> WORK REQUEST
Gather the lines below that include the string "Almirante", copying each in full.

> Collected data entries

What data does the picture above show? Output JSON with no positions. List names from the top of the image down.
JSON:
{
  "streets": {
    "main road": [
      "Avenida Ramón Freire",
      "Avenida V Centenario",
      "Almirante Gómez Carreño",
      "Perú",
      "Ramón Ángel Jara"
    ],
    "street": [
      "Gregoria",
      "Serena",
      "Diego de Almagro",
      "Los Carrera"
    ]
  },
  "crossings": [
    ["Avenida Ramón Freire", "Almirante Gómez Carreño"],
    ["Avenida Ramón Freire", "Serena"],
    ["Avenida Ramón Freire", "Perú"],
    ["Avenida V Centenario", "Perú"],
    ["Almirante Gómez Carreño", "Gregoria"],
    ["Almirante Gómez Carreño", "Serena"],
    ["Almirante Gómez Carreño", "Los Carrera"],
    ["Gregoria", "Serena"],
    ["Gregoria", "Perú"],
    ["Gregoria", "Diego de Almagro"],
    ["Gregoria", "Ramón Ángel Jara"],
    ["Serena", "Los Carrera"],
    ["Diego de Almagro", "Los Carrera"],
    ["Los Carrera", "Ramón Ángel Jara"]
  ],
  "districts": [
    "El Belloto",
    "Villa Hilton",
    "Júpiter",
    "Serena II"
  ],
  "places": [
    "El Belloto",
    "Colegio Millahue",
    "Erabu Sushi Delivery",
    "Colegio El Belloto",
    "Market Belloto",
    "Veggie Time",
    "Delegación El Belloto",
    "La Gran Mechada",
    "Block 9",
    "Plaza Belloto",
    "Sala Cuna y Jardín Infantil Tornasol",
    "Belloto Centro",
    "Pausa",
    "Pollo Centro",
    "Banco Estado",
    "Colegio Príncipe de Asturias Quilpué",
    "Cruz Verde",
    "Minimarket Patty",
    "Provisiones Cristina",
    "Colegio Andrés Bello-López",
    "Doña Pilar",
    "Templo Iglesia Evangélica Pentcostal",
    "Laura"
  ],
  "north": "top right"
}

> YOUR RESPONSE
      "Almirante Gómez Carreño",
    ["Avenida Ramón Freire", "Almirante Gómez Carreño"],
    ["Almirante Gómez Carreño", "Gregoria"],
    ["Almirante Gómez Carreño", "Serena"],
    ["Almirante Gómez Carreño", "Los Carrera"],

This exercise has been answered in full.